(Data excerpts)
Start of Block

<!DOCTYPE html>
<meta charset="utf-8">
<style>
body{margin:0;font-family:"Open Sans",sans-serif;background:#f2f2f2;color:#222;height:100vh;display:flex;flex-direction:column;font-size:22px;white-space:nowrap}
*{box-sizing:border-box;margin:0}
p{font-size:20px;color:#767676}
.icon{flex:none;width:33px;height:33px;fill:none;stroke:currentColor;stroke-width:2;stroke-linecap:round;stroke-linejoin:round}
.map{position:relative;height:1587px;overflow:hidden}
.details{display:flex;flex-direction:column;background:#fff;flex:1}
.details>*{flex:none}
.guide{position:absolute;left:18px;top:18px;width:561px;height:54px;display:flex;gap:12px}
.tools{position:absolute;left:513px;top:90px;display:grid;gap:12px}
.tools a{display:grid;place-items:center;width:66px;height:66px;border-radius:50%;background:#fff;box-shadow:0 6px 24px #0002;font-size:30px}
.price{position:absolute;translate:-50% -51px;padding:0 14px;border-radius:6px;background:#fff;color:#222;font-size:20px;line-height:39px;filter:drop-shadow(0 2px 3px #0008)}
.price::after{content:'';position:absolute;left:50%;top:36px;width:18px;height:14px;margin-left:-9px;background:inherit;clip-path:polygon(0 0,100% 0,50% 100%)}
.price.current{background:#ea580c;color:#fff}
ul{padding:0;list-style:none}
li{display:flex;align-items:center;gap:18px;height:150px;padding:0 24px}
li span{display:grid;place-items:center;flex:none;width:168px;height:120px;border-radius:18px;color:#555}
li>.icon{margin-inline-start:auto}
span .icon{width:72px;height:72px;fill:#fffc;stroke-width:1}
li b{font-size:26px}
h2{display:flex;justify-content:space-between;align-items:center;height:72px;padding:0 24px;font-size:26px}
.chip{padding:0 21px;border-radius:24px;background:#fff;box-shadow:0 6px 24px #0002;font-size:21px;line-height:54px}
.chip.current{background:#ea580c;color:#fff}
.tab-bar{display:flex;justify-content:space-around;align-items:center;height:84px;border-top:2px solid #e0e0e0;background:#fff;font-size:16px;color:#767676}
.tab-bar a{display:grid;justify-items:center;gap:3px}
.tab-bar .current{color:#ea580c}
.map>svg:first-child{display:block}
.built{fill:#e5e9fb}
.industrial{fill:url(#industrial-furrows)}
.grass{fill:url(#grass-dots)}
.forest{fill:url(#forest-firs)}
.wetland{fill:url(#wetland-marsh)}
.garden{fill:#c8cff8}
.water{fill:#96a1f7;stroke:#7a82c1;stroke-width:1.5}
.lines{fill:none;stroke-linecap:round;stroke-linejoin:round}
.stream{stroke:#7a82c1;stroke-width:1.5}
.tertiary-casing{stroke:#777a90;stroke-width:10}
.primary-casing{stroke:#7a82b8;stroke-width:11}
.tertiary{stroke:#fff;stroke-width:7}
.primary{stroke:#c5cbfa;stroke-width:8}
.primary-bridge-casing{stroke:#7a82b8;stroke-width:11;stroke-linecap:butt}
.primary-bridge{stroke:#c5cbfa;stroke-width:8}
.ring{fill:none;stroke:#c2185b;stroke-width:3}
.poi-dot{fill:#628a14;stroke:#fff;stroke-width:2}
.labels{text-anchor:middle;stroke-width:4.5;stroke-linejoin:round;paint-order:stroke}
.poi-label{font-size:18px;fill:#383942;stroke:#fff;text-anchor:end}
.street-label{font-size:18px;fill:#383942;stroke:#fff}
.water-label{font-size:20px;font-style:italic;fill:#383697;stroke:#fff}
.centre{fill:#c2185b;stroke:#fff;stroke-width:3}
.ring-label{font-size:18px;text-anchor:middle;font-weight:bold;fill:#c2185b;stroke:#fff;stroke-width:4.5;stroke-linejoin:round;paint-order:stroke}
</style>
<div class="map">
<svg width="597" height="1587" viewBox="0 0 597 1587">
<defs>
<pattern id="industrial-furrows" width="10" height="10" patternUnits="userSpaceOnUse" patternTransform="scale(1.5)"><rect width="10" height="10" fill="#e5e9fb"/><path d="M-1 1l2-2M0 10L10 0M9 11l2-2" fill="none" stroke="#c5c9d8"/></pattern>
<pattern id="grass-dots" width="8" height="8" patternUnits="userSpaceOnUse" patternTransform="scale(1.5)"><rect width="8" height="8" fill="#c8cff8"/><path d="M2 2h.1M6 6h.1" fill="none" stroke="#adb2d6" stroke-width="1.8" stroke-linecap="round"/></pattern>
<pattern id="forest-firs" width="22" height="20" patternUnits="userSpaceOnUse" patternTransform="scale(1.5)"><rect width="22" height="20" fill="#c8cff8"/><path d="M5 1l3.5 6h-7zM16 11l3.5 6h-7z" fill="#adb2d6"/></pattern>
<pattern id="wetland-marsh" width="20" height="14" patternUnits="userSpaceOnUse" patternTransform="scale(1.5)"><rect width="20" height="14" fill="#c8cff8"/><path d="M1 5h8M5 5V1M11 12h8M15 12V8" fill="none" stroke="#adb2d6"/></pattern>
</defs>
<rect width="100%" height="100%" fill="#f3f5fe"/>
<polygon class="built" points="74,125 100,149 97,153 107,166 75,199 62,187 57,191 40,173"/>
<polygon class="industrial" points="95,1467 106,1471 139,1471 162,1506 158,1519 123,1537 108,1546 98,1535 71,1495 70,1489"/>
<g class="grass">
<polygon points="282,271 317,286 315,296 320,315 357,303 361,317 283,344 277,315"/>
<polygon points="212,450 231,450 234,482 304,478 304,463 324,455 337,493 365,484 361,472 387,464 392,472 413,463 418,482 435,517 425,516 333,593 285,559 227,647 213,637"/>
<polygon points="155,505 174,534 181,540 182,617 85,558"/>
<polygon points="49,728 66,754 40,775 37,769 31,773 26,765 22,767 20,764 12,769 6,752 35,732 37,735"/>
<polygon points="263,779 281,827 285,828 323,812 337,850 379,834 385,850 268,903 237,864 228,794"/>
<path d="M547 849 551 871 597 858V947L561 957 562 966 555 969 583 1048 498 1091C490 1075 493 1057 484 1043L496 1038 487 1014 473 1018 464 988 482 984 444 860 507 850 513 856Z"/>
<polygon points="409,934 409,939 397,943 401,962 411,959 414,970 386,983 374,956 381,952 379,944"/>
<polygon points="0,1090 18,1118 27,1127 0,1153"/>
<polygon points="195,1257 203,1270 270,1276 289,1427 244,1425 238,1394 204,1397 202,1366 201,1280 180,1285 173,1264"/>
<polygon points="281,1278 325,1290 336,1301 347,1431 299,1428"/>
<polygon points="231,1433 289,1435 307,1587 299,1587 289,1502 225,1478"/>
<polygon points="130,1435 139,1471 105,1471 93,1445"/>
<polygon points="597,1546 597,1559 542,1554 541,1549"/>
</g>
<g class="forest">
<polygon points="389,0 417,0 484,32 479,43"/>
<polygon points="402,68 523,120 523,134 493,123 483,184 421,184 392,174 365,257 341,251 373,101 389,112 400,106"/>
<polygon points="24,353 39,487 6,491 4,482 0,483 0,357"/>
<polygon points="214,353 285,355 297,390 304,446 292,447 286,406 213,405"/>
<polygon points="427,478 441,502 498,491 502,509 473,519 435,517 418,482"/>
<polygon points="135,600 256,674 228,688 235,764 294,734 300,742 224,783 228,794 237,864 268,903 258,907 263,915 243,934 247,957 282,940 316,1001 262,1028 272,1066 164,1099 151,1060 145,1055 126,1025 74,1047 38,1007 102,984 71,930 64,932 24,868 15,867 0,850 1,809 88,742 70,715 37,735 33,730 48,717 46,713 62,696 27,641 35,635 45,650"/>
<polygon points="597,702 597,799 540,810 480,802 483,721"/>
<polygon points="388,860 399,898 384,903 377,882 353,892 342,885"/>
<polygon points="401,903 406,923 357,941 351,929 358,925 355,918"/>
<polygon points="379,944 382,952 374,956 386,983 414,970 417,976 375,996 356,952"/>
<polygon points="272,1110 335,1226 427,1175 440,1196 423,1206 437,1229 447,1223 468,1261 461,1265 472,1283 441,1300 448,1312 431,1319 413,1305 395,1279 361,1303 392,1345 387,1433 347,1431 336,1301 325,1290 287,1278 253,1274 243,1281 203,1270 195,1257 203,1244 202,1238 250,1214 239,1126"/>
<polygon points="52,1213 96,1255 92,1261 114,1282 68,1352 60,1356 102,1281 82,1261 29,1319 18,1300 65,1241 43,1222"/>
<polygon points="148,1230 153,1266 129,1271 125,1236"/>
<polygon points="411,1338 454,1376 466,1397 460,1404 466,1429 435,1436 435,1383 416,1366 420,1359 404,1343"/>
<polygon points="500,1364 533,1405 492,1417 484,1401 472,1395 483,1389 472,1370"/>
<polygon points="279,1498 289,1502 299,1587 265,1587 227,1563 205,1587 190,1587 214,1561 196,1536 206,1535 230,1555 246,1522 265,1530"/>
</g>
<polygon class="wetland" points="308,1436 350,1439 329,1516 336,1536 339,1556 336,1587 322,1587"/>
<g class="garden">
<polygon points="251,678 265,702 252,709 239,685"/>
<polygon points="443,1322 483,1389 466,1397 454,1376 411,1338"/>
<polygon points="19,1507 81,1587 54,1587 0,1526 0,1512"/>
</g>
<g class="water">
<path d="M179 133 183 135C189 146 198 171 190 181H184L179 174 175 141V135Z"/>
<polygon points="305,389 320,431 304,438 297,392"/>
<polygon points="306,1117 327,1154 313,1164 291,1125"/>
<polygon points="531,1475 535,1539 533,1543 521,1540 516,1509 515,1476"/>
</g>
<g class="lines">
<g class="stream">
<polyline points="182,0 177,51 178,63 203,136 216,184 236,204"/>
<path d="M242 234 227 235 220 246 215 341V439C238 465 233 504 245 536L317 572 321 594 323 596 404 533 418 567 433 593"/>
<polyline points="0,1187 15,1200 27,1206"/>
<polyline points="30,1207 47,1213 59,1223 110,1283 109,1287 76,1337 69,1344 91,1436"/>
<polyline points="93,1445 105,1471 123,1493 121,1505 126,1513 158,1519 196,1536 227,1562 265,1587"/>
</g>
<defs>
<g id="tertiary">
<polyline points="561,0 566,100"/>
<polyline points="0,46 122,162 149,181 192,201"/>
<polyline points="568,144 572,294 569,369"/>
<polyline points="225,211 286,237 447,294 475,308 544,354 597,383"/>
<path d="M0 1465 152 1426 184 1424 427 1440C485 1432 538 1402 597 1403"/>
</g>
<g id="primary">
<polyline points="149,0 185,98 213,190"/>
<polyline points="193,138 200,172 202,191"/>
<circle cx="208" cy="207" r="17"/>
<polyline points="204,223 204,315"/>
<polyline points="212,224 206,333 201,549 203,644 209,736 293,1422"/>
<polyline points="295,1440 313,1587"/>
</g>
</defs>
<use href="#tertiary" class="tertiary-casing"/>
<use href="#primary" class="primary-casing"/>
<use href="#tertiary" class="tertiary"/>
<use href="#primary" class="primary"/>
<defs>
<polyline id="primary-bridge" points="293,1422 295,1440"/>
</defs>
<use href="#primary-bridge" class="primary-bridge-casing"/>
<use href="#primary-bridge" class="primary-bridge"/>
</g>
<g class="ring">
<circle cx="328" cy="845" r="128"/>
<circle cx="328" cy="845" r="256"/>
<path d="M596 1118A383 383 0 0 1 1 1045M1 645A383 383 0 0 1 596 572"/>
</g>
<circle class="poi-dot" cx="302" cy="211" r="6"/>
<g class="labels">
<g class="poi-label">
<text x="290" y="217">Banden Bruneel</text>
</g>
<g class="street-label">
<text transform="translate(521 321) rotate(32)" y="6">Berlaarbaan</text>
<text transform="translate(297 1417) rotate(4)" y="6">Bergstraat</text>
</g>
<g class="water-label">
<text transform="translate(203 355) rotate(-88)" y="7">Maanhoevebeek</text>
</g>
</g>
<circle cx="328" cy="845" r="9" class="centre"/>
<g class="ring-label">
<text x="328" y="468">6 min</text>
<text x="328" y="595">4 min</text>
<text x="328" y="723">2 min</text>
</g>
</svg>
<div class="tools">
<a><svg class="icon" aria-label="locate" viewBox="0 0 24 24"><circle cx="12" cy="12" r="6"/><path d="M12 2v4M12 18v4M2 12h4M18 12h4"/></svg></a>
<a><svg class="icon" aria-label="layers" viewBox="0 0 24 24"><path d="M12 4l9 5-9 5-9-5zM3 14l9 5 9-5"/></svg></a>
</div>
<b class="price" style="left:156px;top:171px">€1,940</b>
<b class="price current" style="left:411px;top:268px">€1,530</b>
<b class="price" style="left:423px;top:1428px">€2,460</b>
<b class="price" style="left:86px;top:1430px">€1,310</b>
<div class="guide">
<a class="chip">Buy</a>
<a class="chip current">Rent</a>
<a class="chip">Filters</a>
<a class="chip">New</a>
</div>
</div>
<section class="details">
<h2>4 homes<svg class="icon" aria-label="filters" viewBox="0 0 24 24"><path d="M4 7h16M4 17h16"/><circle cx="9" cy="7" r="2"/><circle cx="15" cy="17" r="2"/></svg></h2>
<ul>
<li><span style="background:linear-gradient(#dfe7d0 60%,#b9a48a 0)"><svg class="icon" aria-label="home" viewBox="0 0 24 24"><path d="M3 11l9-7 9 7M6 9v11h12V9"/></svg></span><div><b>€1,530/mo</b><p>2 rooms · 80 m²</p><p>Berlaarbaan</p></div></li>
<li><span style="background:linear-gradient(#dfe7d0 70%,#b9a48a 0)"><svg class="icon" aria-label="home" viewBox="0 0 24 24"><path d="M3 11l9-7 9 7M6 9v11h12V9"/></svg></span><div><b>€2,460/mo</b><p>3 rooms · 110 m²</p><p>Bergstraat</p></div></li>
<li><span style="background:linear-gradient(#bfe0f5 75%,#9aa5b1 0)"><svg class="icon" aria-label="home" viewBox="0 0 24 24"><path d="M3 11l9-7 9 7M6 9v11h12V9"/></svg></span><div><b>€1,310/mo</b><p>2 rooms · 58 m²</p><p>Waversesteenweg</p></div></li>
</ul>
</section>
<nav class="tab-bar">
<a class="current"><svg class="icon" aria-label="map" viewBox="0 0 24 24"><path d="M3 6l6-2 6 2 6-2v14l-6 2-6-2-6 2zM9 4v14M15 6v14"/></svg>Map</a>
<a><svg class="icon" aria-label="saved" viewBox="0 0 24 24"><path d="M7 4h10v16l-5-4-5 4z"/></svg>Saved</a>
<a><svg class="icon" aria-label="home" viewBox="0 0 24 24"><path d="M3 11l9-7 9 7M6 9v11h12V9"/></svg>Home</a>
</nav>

End of Block

**Work to be completed:** The answer must be every line from the entries above that holds the string "labels".

**Answer to the problem:**
.labels{text-anchor:middle;stroke-width:4.5;stroke-linejoin:round;paint-order:stroke}
<g class="labels">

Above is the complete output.